Circa 750 buoni spesa alimentari distribuiti dal Comune insieme alla Caritas, integrando la somma di 106mila euro messa a disposizione dallo Stato con ulteriori 20mila euro di risorse comunali. Altri 20mila euro per l’integrazione degli interventi di solidarietà alimentare e 30mila euro per finanziare l’esenzione per l’anno in corso dal pagamento del COSAP per pubblici esercizi e altre attività commerciali. Il bonus famiglia poi è stato erogato per circa 700 domande, utilizzando tutti soldi messi a disposizione dalla Regione. E ancora: i controlli, il costante aggiornamento sull’evoluzione dei contagi, le ulteriori misure a sostegno delle famiglie e delle imprese. 

Il Comune di Tempio fa il bilancio di cosa è stato fatto durante il coronavirus. Con una precisazione: “A tutto questo si è provveduto con solerzia e tempestività grazie soprattutto alla costante attività della giunta, del segretario comunale e di tutta la struttura dei Servizi Sociali e dell’Ufficio Legale, nonostante proprio l’organizzazione del lavoro e di tutta l’attività amministrativa sia stata particolarmente incisa dalle misure emergenziali vigenti”, afferma il vicesindaco Gianni Addis.  

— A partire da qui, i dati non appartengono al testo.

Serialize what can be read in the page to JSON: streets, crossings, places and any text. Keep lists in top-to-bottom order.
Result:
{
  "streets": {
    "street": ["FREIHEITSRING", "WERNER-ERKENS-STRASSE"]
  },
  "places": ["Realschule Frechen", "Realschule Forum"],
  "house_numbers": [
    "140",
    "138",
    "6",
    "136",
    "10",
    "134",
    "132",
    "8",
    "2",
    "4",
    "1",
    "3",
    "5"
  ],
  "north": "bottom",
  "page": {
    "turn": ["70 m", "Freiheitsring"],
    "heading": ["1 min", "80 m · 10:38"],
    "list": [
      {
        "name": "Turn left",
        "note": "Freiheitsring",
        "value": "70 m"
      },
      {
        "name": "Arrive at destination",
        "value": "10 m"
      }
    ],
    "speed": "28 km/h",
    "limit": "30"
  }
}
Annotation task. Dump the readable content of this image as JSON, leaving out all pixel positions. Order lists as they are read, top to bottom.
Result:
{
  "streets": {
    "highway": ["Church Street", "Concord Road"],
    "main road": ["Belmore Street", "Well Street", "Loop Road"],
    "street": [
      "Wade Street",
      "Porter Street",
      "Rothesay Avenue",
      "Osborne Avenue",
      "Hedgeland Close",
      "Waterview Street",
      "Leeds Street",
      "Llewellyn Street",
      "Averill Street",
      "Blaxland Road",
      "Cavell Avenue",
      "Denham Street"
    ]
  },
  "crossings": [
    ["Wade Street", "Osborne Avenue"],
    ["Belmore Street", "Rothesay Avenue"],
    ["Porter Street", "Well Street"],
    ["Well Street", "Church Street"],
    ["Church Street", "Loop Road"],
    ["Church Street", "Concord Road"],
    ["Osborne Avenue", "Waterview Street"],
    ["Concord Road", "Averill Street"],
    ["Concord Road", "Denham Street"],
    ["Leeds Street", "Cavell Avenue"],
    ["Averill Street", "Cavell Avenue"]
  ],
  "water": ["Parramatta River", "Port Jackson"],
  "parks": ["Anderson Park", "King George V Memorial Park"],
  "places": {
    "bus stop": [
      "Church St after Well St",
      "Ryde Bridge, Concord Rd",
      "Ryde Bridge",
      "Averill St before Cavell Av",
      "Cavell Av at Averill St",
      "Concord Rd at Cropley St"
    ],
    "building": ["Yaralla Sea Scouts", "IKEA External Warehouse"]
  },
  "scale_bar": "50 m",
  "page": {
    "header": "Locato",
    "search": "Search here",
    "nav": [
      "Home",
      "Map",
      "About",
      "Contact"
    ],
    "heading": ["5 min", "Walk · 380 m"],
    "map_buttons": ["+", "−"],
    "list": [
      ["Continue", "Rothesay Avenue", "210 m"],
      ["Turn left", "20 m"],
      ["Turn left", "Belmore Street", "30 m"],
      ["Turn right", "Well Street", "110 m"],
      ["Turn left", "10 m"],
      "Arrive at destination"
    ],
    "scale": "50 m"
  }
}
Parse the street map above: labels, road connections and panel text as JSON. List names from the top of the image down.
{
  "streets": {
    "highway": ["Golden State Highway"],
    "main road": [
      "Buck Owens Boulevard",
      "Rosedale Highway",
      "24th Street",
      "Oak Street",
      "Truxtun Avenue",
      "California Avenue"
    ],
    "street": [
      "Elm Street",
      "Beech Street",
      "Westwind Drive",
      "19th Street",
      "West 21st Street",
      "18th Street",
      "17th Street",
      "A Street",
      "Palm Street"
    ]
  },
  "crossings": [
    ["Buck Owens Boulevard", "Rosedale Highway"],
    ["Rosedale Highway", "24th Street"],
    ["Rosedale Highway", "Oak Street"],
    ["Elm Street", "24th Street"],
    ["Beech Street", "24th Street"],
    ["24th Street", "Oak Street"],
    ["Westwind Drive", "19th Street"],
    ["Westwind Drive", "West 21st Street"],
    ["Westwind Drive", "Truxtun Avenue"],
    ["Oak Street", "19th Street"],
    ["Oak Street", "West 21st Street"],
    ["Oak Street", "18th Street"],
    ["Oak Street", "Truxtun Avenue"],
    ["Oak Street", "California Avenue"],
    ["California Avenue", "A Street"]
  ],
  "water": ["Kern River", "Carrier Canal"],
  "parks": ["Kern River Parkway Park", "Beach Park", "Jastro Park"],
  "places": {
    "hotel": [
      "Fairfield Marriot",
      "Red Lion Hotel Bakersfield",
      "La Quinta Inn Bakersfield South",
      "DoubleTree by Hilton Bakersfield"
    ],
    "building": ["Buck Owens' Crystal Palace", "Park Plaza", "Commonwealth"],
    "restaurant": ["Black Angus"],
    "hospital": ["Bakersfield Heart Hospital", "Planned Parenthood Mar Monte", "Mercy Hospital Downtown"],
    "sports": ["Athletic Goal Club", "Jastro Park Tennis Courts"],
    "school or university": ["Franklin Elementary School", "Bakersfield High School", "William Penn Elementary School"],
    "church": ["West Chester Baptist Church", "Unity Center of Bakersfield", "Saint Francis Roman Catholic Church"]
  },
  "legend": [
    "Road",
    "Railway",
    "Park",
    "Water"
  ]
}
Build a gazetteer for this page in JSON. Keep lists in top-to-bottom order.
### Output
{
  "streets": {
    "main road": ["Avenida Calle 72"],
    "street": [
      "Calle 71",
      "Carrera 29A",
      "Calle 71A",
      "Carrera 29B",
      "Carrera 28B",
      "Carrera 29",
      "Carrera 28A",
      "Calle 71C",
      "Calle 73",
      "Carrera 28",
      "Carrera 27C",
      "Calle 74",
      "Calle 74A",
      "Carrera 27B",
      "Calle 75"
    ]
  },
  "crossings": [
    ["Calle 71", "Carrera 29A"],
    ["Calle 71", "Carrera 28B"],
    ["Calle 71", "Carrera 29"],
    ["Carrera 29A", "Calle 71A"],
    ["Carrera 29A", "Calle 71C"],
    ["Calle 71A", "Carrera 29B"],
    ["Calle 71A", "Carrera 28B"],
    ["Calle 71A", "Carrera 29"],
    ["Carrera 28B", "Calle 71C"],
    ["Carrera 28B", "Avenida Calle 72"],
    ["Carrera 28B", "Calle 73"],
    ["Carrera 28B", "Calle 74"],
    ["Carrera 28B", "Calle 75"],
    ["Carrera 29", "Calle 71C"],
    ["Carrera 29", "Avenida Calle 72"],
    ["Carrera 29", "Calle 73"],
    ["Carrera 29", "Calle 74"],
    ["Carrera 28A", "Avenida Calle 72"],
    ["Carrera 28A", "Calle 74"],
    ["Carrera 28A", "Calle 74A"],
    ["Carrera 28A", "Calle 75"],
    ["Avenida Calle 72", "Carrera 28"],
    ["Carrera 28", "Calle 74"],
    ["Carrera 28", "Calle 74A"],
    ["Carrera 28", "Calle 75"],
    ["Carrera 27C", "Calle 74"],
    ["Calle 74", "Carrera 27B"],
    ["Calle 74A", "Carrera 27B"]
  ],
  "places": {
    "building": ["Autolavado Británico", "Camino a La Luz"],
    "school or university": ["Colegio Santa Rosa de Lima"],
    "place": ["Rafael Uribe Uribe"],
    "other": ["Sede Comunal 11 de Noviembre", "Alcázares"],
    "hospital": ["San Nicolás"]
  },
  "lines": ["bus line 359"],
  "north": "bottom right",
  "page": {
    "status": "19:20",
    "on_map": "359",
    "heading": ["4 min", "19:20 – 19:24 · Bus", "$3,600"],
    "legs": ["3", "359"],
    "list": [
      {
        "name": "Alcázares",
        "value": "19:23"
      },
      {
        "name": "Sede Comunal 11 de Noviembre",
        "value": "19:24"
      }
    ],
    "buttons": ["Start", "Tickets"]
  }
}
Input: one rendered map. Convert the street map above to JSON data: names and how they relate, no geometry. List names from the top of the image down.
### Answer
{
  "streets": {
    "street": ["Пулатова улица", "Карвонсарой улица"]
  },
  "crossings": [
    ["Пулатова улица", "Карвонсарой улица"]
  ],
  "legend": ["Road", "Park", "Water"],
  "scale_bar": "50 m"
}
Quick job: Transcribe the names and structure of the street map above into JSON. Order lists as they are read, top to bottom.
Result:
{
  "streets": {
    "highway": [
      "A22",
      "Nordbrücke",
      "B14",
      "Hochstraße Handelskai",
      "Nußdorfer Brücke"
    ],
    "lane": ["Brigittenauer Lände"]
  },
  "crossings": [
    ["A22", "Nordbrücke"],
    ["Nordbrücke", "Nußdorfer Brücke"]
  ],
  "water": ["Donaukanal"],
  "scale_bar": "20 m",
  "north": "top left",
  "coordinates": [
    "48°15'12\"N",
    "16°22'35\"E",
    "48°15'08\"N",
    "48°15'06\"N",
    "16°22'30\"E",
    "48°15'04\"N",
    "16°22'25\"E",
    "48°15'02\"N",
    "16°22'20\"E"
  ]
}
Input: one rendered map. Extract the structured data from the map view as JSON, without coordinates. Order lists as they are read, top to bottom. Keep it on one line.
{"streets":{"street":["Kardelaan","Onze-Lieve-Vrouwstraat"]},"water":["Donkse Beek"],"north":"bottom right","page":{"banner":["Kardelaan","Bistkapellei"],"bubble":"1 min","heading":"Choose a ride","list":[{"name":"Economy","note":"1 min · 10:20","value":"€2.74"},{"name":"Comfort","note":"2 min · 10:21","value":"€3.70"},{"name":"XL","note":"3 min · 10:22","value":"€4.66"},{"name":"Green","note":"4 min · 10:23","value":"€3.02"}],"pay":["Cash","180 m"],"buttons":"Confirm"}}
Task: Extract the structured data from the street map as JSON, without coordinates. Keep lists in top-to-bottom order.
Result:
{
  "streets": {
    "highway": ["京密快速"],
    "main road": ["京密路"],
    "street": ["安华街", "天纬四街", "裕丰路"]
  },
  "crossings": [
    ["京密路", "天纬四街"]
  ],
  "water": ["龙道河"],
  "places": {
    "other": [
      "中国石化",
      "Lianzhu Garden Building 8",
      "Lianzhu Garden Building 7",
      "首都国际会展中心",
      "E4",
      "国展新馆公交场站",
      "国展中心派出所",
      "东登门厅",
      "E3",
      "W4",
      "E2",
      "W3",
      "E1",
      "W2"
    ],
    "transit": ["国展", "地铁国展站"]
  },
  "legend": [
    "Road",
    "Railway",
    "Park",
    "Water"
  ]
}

Fin dall’inizio della pandemia, insieme ai sindaci dell’Unione dei Comuni, “si è compiuta una continua vasta attività di monitoraggio dello stato dell’epidemia provvedendo all’organizzazione dei controlli delle persone sottoposte a quarantena obbligatoria domiciliare secondo le indicazioni delle autorità sanitarie, nonché a vigilare sulla situazione dei servizi del nostro ospedale che, come tutti sappiamo, è stato per qualche settimana oggetto di serie e fortissime preoccupazioni per le carenze, difficoltà e inadeguata disponibilità in molti i reparti di dispositivi di protezione individuale”, prosegue Addis.

In campo economico, oltre ai buoni spesa alimentari, il Comune si è attivato per reperire risorse da destinare ai servizi sociali e alle attività produttive. Un lavoro certosino che ha consentito all’amministrazione di adottare alcune deliberazioni con le quali si è dato corso a iniziative in favore delle famiglie e delle imprese. Oltre agli aiuti diretti alle famiglie, sul piano di contributi alle imprese sono allo studio l’esenzione dal pagamento della TARI per i mesi in cui le attività sono rimaste chiuse e sospese, mentre dal pagamento COSAP saranno esentate le imprese artigiane di edilizia che potranno occupare il suolo pubblico per i loro cantieri a titolo gratuito.